Supplied records ▸
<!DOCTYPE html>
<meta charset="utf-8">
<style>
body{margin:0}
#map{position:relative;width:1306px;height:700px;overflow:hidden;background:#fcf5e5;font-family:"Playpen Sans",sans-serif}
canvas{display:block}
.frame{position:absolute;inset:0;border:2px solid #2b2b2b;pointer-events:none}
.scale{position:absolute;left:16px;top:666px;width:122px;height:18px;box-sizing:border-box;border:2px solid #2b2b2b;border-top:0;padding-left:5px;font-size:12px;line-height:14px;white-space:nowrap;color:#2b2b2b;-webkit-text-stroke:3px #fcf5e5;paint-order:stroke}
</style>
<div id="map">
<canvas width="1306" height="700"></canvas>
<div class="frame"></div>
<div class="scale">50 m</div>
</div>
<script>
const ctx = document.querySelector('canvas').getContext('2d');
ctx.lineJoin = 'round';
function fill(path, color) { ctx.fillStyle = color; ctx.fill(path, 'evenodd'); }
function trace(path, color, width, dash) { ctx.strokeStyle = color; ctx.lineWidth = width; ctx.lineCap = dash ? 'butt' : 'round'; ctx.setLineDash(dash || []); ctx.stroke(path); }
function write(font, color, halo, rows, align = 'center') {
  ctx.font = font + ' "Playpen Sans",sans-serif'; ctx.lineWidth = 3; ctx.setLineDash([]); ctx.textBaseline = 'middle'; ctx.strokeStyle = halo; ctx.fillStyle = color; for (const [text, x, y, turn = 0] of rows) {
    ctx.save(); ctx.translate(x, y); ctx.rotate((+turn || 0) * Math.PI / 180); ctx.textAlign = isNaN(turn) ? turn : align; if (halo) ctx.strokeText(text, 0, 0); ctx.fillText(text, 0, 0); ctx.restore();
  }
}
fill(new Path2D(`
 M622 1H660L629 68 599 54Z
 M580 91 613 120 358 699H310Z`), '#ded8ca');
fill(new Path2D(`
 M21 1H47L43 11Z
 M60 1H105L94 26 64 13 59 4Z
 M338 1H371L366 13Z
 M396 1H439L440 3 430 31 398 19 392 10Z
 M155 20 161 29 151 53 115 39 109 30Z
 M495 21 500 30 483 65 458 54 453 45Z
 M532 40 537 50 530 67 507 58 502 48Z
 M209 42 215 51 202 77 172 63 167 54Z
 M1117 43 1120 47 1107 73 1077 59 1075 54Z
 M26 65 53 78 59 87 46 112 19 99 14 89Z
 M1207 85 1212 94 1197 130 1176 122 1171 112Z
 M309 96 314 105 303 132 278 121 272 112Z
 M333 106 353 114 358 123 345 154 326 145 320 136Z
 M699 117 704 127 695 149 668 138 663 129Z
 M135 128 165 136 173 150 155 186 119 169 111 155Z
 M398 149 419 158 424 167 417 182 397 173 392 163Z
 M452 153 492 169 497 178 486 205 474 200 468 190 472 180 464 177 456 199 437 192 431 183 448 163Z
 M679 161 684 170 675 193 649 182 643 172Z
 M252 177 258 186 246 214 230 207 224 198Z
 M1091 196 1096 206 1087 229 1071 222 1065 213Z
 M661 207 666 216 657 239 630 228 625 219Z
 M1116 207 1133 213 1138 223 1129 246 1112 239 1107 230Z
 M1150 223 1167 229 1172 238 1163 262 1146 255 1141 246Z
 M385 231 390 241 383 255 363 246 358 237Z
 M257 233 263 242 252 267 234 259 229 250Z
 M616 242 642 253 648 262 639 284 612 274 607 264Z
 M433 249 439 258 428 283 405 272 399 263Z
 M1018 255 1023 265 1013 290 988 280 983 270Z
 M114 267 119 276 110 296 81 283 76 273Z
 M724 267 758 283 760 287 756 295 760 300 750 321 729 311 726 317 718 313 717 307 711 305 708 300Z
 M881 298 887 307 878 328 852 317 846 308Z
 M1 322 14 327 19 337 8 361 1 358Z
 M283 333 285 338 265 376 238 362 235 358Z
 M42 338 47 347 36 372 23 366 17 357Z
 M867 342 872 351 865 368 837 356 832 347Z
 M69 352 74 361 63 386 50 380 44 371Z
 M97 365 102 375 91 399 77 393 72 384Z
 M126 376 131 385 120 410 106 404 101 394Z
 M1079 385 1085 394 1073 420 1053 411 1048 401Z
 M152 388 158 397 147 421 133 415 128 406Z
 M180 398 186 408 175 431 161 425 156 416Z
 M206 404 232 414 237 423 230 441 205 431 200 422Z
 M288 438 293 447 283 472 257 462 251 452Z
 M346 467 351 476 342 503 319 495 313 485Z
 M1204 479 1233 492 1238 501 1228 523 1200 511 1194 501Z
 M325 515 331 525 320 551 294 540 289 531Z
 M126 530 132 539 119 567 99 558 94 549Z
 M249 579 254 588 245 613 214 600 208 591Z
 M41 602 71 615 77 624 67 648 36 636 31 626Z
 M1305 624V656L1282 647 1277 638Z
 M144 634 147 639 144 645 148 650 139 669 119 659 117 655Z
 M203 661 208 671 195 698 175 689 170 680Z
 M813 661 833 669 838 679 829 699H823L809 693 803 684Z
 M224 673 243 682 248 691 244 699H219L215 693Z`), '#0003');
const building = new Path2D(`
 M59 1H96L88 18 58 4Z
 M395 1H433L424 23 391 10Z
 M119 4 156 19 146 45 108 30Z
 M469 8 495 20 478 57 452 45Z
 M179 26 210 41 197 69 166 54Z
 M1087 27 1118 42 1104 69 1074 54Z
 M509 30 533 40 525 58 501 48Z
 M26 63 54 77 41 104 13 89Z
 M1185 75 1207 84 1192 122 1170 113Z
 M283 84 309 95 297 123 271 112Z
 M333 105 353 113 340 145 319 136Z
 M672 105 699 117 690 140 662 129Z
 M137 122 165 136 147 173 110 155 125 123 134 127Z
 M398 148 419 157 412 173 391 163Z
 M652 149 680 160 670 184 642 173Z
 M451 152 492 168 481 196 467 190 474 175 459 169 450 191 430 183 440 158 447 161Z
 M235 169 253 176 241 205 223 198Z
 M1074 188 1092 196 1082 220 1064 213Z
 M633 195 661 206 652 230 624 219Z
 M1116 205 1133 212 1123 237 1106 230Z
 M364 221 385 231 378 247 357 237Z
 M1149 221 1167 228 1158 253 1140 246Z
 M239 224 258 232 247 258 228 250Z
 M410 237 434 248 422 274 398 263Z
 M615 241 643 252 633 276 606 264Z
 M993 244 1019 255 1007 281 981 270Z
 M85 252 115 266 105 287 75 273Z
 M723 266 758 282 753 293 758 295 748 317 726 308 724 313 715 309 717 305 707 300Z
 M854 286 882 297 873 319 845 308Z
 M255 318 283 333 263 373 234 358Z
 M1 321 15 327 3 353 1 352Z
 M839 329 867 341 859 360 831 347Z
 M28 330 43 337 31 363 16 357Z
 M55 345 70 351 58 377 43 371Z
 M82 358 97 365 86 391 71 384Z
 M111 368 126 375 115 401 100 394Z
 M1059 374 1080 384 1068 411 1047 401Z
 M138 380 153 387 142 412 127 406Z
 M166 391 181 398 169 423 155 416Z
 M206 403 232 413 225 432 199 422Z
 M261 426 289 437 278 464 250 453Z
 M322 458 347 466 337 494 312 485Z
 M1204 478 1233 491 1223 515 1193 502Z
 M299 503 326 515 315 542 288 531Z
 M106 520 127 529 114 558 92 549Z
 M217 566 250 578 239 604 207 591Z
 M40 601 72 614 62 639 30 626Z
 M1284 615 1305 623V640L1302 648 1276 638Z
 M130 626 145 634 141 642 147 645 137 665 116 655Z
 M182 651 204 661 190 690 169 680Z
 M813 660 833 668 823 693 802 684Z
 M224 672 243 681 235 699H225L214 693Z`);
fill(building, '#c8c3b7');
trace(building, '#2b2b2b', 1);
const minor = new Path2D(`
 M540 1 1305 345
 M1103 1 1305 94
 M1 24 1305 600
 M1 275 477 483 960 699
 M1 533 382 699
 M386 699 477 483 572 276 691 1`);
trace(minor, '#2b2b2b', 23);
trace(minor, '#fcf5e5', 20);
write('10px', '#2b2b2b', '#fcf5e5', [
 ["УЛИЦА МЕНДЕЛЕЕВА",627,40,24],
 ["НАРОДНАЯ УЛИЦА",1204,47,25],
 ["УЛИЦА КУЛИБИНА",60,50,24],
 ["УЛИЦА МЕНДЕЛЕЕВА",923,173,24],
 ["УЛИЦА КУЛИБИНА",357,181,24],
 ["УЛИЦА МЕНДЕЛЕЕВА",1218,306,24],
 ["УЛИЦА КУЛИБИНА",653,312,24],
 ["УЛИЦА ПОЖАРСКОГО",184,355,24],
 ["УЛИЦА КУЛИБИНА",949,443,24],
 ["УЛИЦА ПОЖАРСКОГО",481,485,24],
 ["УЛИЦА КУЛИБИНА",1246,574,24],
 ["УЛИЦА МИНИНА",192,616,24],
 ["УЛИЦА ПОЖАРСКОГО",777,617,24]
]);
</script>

Exercise description ▸ Each line above with the string "fillStyle" in it should be located and copied.

Answer to the problem ▸
function fill(path, color) { ctx.fillStyle = color; ctx.fill(path, 'evenodd'); }
  ctx.font = font + ' "Playpen Sans",sans-serif'; ctx.lineWidth = 3; ctx.setLineDash([]); ctx.textBaseline = 'middle'; ctx.strokeStyle = halo; ctx.fillStyle = color; for (const [text, x, y, turn = 0] of rows) {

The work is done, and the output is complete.